Interessados em participar desta iniciativa, favor enviar e-mail para blocosurpresa@gmail.com
1950 – Atual
Vaquinha, Mulinha & Mascarados
Há décadas, bois e máscaras fazem parte do carnaval da Barra do Jucu.
O boi, na história da humanidade, tem uma grande importância cultural em várias regiões do mundo, acompanham homens e mulheres como fonte de sustento e força motriz. Na Índia e em algumas regiões da África são animais sagrados, na Península Ibérica são símbolos de virilidade e força. Os portugueses trazem os primeiros bois para o Brasil na expedição de 1532, de Martin Afonso de Souza. A partir daí, a criação se espalha por todo o Brasil e passa a influenciar várias manifestações folclóricas (Bumba Meu Boi, Boi Pintadinho, Festival de Parintins, entre outros), chegando também ao carnaval da Barra do Jucu.

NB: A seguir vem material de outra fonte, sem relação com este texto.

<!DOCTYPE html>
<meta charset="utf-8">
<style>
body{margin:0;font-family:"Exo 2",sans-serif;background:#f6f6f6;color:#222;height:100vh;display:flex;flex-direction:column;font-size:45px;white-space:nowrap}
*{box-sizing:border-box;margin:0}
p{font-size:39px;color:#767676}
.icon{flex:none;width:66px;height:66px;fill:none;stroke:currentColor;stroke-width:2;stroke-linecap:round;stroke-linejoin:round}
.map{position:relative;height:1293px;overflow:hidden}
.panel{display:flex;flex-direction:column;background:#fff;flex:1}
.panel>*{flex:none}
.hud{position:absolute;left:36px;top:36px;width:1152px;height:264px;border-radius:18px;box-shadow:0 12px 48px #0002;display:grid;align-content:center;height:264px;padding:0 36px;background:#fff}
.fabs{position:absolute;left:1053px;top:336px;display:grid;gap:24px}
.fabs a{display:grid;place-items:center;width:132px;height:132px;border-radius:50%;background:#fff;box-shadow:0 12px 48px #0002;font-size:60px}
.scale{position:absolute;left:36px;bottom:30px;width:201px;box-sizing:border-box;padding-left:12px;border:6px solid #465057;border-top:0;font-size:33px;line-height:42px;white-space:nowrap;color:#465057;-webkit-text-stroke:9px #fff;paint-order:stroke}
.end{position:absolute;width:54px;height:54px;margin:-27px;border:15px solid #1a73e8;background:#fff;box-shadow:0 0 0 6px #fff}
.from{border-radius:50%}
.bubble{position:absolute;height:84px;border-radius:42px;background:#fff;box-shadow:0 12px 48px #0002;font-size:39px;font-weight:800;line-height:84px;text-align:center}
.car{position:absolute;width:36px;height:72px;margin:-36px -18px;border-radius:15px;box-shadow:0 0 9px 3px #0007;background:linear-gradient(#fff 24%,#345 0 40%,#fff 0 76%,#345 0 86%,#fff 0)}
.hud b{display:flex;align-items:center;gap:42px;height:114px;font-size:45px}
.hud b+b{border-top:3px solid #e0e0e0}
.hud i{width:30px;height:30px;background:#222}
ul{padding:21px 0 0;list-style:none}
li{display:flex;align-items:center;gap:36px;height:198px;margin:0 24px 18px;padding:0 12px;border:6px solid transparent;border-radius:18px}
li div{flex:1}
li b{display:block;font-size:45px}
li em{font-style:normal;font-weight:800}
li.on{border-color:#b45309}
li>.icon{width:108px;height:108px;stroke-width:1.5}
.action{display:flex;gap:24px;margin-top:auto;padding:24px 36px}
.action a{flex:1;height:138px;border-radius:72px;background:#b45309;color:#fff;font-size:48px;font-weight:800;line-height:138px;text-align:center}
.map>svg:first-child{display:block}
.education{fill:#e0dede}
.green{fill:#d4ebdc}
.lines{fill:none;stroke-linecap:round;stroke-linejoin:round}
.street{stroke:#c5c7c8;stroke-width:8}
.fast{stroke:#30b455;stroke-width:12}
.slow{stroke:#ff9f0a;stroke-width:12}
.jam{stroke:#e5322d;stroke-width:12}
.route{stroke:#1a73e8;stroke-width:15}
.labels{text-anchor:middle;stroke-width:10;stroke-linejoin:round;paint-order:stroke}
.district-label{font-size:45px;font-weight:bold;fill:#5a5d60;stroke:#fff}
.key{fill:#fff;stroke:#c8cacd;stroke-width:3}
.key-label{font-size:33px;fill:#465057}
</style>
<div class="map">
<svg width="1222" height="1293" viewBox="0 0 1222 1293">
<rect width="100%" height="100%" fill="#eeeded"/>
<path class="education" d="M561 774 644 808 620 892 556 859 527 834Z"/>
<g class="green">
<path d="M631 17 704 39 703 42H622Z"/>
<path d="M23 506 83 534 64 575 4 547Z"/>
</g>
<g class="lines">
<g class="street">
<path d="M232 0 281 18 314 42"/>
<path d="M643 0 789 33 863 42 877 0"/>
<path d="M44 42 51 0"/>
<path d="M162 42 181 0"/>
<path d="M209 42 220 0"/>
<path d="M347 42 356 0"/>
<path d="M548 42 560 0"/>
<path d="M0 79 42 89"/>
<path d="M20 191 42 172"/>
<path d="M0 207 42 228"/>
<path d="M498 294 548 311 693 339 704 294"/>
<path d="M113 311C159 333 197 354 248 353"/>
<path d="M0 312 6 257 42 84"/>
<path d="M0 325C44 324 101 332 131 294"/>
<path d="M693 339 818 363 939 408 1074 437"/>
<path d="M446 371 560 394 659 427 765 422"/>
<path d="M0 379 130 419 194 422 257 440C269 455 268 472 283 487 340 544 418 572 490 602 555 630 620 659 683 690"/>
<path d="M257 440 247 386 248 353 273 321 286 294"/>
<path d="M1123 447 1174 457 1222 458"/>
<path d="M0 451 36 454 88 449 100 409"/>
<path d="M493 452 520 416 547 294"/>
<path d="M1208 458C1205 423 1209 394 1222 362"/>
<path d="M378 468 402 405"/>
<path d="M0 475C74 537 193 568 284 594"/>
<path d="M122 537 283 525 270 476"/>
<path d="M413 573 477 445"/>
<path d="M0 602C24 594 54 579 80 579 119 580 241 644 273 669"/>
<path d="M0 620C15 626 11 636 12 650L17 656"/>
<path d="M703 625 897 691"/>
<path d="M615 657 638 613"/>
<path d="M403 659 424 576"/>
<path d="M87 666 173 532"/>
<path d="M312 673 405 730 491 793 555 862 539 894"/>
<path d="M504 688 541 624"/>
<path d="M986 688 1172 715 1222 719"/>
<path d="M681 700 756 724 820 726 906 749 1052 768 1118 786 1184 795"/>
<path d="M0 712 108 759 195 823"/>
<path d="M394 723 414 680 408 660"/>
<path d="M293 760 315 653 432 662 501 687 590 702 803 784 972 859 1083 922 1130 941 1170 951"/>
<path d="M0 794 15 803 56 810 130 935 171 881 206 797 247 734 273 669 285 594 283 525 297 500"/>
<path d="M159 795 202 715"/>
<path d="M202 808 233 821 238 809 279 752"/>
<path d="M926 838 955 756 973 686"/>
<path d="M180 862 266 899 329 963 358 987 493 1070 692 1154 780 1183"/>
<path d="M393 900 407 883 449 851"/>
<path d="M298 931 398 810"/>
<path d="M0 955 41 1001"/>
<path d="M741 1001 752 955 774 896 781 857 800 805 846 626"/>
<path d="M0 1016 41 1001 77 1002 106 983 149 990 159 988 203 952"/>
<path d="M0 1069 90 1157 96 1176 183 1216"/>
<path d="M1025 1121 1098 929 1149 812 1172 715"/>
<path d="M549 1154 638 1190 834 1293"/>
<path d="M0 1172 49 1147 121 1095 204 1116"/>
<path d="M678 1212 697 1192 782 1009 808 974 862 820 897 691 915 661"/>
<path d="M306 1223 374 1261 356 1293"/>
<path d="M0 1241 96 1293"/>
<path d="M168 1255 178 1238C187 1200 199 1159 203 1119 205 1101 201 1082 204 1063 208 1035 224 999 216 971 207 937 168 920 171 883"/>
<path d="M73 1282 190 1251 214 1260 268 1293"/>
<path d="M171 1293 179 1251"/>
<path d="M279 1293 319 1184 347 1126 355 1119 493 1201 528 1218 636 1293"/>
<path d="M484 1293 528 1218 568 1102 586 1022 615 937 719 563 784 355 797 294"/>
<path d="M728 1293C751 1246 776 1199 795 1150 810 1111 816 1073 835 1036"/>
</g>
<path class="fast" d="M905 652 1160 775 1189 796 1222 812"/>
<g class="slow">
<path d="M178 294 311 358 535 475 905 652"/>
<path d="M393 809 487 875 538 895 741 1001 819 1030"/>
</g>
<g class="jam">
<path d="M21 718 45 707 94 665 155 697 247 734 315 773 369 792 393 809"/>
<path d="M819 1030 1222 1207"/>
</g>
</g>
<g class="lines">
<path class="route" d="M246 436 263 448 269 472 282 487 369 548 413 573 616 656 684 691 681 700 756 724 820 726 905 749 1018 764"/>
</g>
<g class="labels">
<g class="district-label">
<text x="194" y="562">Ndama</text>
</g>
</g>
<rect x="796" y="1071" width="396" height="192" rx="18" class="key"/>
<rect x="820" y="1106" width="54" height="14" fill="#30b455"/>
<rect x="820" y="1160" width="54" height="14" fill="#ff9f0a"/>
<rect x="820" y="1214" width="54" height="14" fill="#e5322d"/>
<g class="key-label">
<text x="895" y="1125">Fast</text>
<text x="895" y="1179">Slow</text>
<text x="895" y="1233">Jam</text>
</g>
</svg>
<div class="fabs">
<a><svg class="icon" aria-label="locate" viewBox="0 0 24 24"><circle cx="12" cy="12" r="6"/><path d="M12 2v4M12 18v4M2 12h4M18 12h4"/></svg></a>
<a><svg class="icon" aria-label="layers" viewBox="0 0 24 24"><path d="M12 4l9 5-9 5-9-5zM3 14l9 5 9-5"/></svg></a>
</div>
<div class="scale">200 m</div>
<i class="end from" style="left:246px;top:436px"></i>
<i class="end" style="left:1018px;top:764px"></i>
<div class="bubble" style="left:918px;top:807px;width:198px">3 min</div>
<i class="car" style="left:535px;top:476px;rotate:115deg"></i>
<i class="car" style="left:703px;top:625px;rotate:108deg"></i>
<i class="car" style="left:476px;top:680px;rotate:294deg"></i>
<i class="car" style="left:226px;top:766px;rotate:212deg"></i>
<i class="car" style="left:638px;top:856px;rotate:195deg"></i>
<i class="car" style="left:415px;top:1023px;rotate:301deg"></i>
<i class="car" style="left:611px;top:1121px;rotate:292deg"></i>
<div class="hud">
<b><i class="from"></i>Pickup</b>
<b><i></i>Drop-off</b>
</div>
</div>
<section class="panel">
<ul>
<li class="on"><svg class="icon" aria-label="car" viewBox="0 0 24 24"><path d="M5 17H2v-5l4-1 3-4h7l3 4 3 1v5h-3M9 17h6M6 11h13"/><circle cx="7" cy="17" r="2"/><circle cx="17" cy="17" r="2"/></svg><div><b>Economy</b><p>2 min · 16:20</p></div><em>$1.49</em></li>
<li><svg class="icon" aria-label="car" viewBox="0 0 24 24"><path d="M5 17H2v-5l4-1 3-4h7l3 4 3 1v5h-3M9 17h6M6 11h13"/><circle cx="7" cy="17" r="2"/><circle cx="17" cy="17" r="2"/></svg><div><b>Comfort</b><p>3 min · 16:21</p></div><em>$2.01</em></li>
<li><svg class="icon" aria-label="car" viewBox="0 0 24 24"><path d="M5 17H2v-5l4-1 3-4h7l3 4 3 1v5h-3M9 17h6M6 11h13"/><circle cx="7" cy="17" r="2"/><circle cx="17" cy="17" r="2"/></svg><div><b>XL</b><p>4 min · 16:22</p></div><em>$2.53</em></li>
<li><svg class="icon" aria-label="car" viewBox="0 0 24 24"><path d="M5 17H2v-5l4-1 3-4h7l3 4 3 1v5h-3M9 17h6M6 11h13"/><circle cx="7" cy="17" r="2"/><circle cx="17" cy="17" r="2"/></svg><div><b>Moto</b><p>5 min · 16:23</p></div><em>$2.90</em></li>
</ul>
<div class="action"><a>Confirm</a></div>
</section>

A foto acima represente a Vaquinha redecorada a cada ano.
As máscaras também acompanham a humanidade desde tempos remotos. Primeiro como símbolo ritualístico, de comunhão com o transcendental, onde encontra forte representação na África. Os gregos, através do teatro, utilizam como disfarce psicológico. Essa forma de utilização das máscaras chega aos carnavais europeus. Os portugueses vão trazer ao Brasil a tradição do entrudo carnavalesco que se utiliza de máscaras para participar das festas.
A foto acima representa máscaras confeccionadas pelas próprias pessoas da comunidade.
Com a presença dos escravos negros, as máscaras portuguesas incorporam forte influência Africana no Brasil, nos traços e no misticismo que as envolve. Também podemos notar a importante contribuição indígena no acabamento e decoração com tintas, vegetação e ossadas de animais, transformando-se em totem religioso. Essa mesclagem cultural vai compor a tradição folclórica de diversos pontos do país. Essas máscaras passaram a ser utilizadas em várias manifestações folclóricas do Brasil, como a Folia de Reis, o Reis de Bois, Congo de Roda D´água, Jaraguá, e com o tempo chegaram ao carnaval da Barra do Jucu.
Entrevistas realizadas com moradores antigos, por diversos pesquisadores do assunto, relatam que a brincadeira de mascarados no carnaval da Barra do Jucu remonta ao início do século XX. Diziam: “que período de carnaval aqui não tinha nada pra fazer, então eles brincavam de mascarados durante o carnaval”. Confeccionavam as máscaras com tiras de papel, cola de farinha de mandioca ou trigo sobre uma forma totêmica de barro, com pintura feita de tintas produzidas por eles mesmos a partir da vegetação local. Arrumavam qualquer roupa que os cobrisse o corpo inteiro, vestiam essas máscaras e saíam pelas ruas brincando, divertindo os adultos e assustando as crianças. No início eram poucos, cerca de uma dezena, número que aumentou conforme a comunidade cresceu.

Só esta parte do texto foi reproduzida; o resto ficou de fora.